--- WHAT IS NEEDED ---
Your copy of the entries must be exact, and it must not include the pictures.
== EXTRACTED MATERIAL
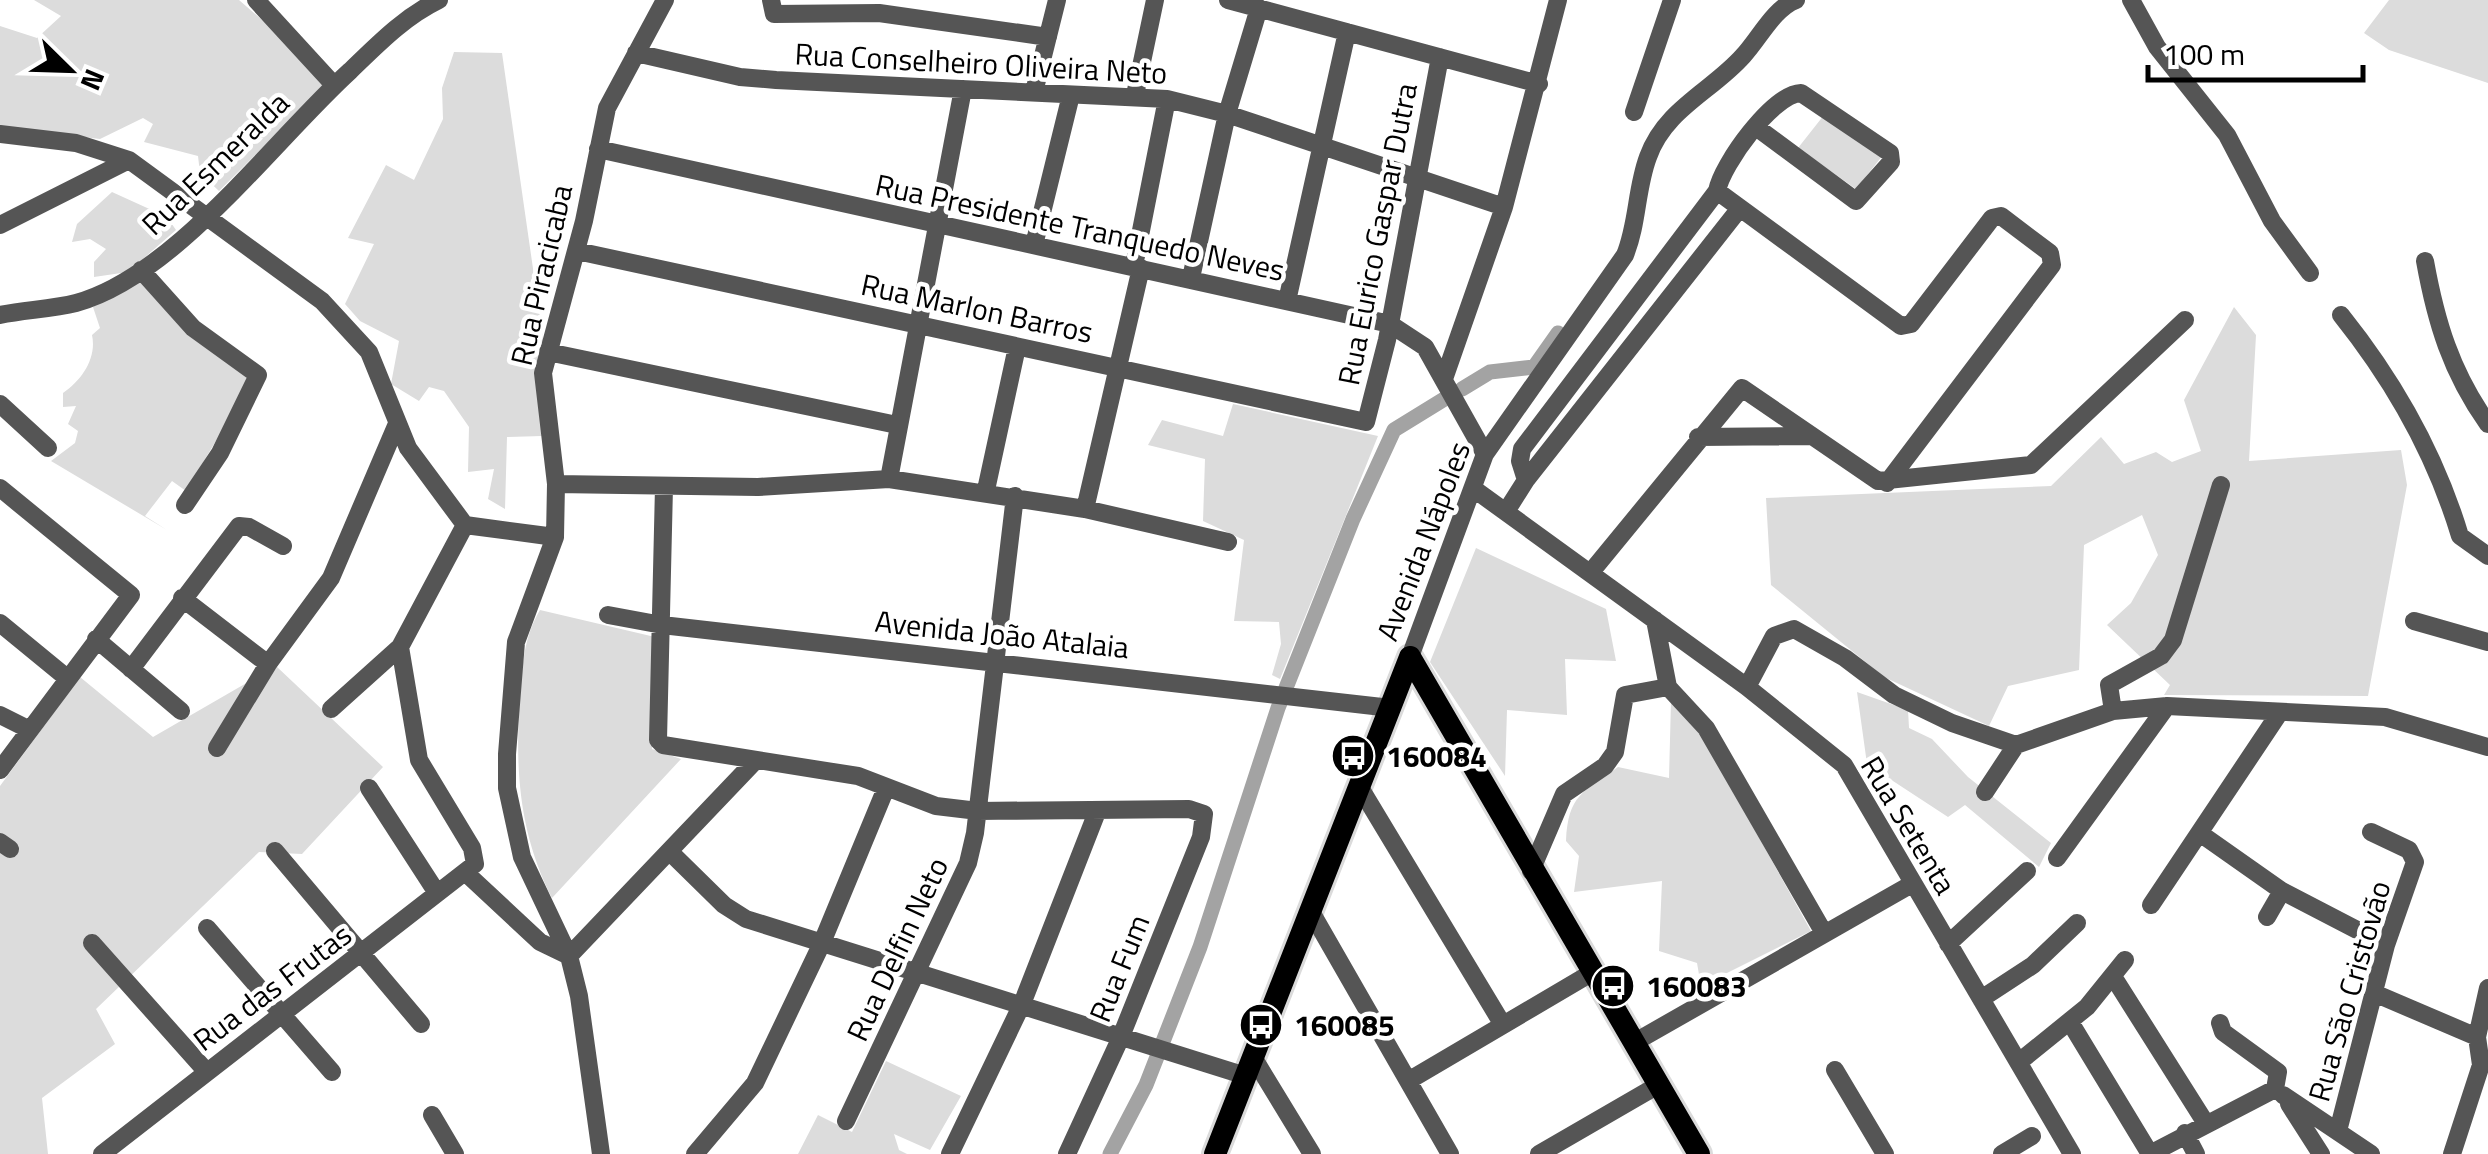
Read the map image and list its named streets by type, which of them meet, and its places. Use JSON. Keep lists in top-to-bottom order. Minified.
{"streets":{"main road":["Avenida Nápoles"],"street":["Rua Conselheiro Oliveira Neto","Rua Esmeralda","Rua Presidente Tranquedo Neves","Rua Eurico Gaspar Dutra","Rua Piracicaba","Rua Marlon Barros","Avenida João Atalaia","Rua Setenta","Rua Delfin Neto","Rua Fum","Rua das Frutas","Rua São Cristovão"]},"crossings":[["Rua Conselheiro Oliveira Neto","Rua Eurico Gaspar Dutra"],["Rua Conselheiro Oliveira Neto","Rua Piracicaba"],["Rua Presidente Tranquedo Neves","Rua Eurico Gaspar Dutra"],["Rua Presidente Tranquedo Neves","Rua Piracicaba"],["Rua Presidente Tranquedo Neves","Avenida Nápoles"],["Rua Eurico Gaspar Dutra","Rua Marlon Barros"],["Rua Piracicaba","Rua Marlon Barros"],["Avenida Nápoles","Avenida João Atalaia"],["Avenida Nápoles","Rua Setenta"],["Avenida João Atalaia","Rua Delfin Neto"]],"places":{"bus stop":["160084","160083","160085"]},"scale_bar":"100 m","north":"bottom right"}
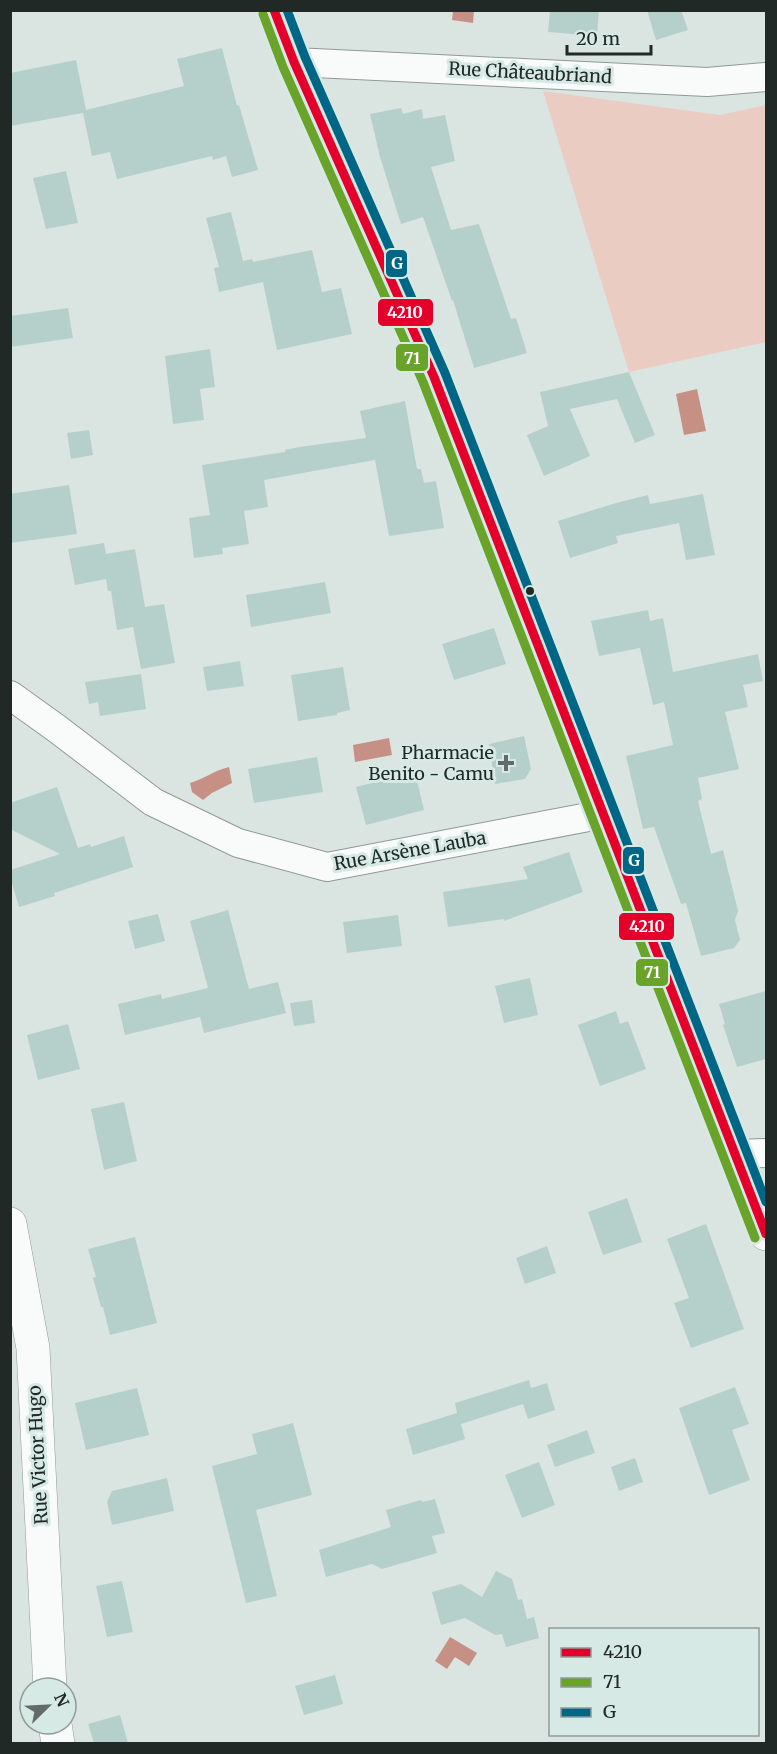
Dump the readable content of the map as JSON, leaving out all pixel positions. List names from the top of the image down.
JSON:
{
  "streets": {
    "street": ["Rue Châteaubriand", "Rue Arsène Lauba", "Rue Victor Hugo"]
  },
  "places": {
    "health": ["Pharmacie Benito - Camu"]
  },
  "lines": ["transit line 4210", "transit line G", "transit line 71"],
  "legend": ["4210", "71", "G"],
  "scale_bar": "20 m",
  "north": "top right"
}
====
--- ANSWER BOX ---
Read the map image and list its named streets by type, which of them meet, and its places. Use JSON. Keep lists in top-to-bottom order. Minified.
{"streets":{"main road":["Avenida Nápoles"],"street":["Rua Conselheiro Oliveira Neto","Rua Esmeralda","Rua Presidente Tranquedo Neves","Rua Eurico Gaspar Dutra","Rua Piracicaba","Rua Marlon Barros","Avenida João Atalaia","Rua Setenta","Rua Delfin Neto","Rua Fum","Rua das Frutas","Rua São Cristovão"]},"crossings":[["Rua Conselheiro Oliveira Neto","Rua Eurico Gaspar Dutra"],["Rua Conselheiro Oliveira Neto","Rua Piracicaba"],["Rua Presidente Tranquedo Neves","Rua Eurico Gaspar Dutra"],["Rua Presidente Tranquedo Neves","Rua Piracicaba"],["Rua Presidente Tranquedo Neves","Avenida Nápoles"],["Rua Eurico Gaspar Dutra","Rua Marlon Barros"],["Rua Piracicaba","Rua Marlon Barros"],["Avenida Nápoles","Avenida João Atalaia"],["Avenida Nápoles","Rua Setenta"],["Avenida João Atalaia","Rua Delfin Neto"]],"places":{"bus stop":["160084","160083","160085"]},"scale_bar":"100 m","north":"bottom right"}
Dump the readable content of the map as JSON, leaving out all pixel positions. List names from the top of the image down.
JSON:
{
  "streets": {
    "street": ["Rue Châteaubriand", "Rue Arsène Lauba", "Rue Victor Hugo"]
  },
  "places": {
    "health": ["Pharmacie Benito - Camu"]
  },
  "lines": ["transit line 4210", "transit line G", "transit line 71"],
  "legend": ["4210", "71", "G"],
  "scale_bar": "20 m",
  "north": "top right"
}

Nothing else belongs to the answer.